いよいよ第二幕が始まりました。基本的に土曜日更新の予定でしたが、今回だけ、先行しておきます。
内容やストーリーの感想は多いと思うので、気になったところや「ここを見ると面白いよ」という制作側のこだわりを見つけていきたいと思います。
物語自体は原作に無い話から始まっています。舞台はカントリーハウスを前面に打ち出し、使用人主体の視点で進めてくれているようです。
見出し
・器物損壊と管理上の責任
・原作からの修正ポイント〜ランドリールーム
・侍女「ナネット」と赤い制服(The Scarlet Tunic)
・使用人の数
・「使用人は仲間を裏切らない」?
・最後に:カントリーハウスを描きまくる?
描写の解説面で説明の都合上、描き方に踏み込んでおります。まだ見ていない方はネタばれになるので、ここから先は読まないようにお願いいたします。
物語は『嵐が丘』の舞台ハワースにある、メルダース家のカントリーハウスに移ります。メルダース家に勤めるようになったエマと、使用人たちの物語、といった雰囲気が強まっています。
器物損壊と管理上の責任
いきなり物語の冒頭から、ターシャは塑像をぶっ壊します。しかし、これは管理上、あまり褒められたことではありません。メイドに貴重品類の掃除をさせること自体が、間違っているからです。
通常、こうした高価な品物はフットマンか、もう少し注意深い人間に扱わせます。少なくとも、ターシャに触れさせる環境を作った時点で、管理者として負けです。アデーレもその意味では、ターシャが落とすのを予測できたはずですし、話しかけるタイミングではなかったでしょう。
メイドに扱わせない理由ですが、ターシャはどうかわかりませんが、メイドには「置かれている物の価値」がわからないことも珍しくありません。当時の風刺画などには、「ブラシで絵画の表面をこすって磨くメイド」なんてものまで残っています。
そもそも、多くのメイドは最初、「道具の使い方」さえ知りません。彼女たちの階級の暮らしでは、存在しないような道具を使って、仕事するようことになるのです。
そして、高価なものであればこそ、「メイドの給金」というレベルでは済みません。卵を割るのとはわけが違うので、即刻、解雇される可能性が高いです。
絵的には面白いですし、実際には上記のルールが厳密に行われていたとは言えないのですが、ちょっとやりすぎです。
原作からの修正ポイント〜ランドリールーム
原作で感じた違和感というか、絵的に「あれ?」と思ったものがありました。アニメでは修正していたので、やはり気になっていたのでしょう。

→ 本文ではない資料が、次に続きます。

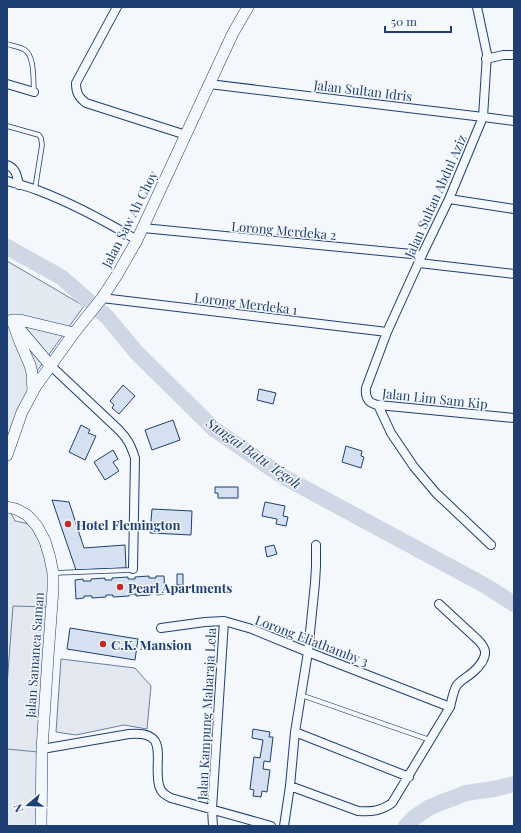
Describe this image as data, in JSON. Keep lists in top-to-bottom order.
{
  "streets": {
    "street": [
      "Jalan Sultan Idris",
      "Jalan Sultan Abdul Aziz",
      "Jalan Saw Ah Choy",
      "Lorong Merdeka 2",
      "Lorong Merdeka 1",
      "Jalan Lim Sam Kip",
      "Lorong Eliathamby 3",
      "Jalan Samanea Saman",
      "Jalan Kampung Maharaja Lela"
    ]
  },
  "crossings": [
    ["Jalan Sultan Idris", "Jalan Sultan Abdul Aziz"],
    ["Jalan Sultan Idris", "Jalan Saw Ah Choy"],
    ["Jalan Sultan Abdul Aziz", "Lorong Merdeka 2"],
    ["Jalan Sultan Abdul Aziz", "Lorong Merdeka 1"],
    ["Jalan Sultan Abdul Aziz", "Jalan Lim Sam Kip"],
    ["Jalan Saw Ah Choy", "Lorong Merdeka 2"],
    ["Jalan Saw Ah Choy", "Lorong Merdeka 1"],
    ["Lorong Eliathamby 3", "Jalan Kampung Maharaja Lela"],
    ["Jalan Samanea Saman", "Jalan Kampung Maharaja Lela"]
  ],
  "water": ["Sungai Batu Tegoh"],
  "places": ["Hotel Flemington", "Pearl Apartments", "C.K. Mansion"],
  "scale_bar": "50 m",
  "north": "left"
}
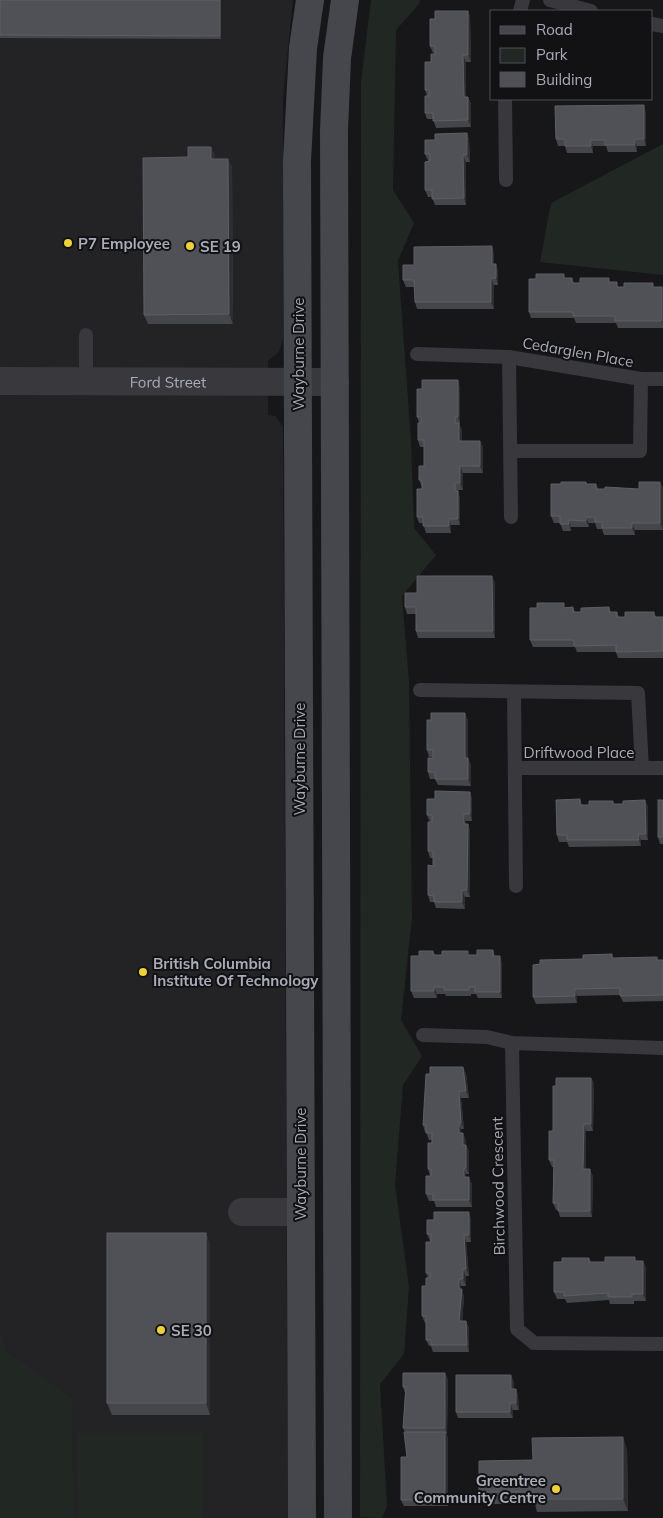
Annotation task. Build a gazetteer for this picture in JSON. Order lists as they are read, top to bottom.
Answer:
{
  "streets": {
    "street": ["Wayburne Drive", "Ford Street"],
    "lane": ["Cedarglen Place", "Driftwood Place", "Birchwood Crescent"]
  },
  "crossings": [
    ["Wayburne Drive", "Ford Street"]
  ],
  "places": [
    "P7 Employee",
    "SE 19",
    "British Columbia Institute Of Technology",
    "SE 30",
    "Greentree Community Centre"
  ],
  "legend": ["Road", "Park", "Building"]
}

『エマ』3巻、P.92〜93、エマはランドリーメイドたちの領域にシーツを持っていき、注意されます。多分、ランドリーメイドを研究した人間で無ければわからない箇所ですが、『エマ』3巻にて、エマが入った部屋では、「アイロンをかけていたし、洗濯もしていた」のです。
これのどこに違和感があるかというと、「乾燥させる仕上げ」と「洗い物」を同じ部屋でしていたことです。通常、大きなお屋敷のランドリールームは、熱湯で衣類を洗う「ウェットルーム」と、アイロン台、ストーブや乾燥棚を備えた「ドライルーム」に分かれています。
洗い物は熱湯を使うので蒸気がこもりやすく、通常、同じ部屋ではアイロンをかけません。今回のアニメでも、きちんと二つの部屋が分けて描かれています。シーツを洗う「ウェットルーム」では、「白い蒸気」まで再現しているのです。
こうしたこだわり、素晴らしいです。
ただ、部屋が分かれているのはあくまでも広い屋敷での話であって、狭いところでは一緒になっていることもあります。
ちなみに、アイロンをかけていた部屋で石を載せた謎の大きな器具をメイドが前後させていましたが、あれは「マングラー」です。石の重さでシーツを伸ばしている(水気を切る場合もあります)のです。
あんな道具まで、思わずニヤリとします。
画像もありました。AMAZONで。
侍女「ナネット」と赤い制服(The Scarlet Tunic)
オリジナルキャラクターのナネットが登場です。侍女です。しかも、赤い制服を着た男と逢引して、盗みの手助けをしています。干してあるシーツの向こう側、というのがよいです。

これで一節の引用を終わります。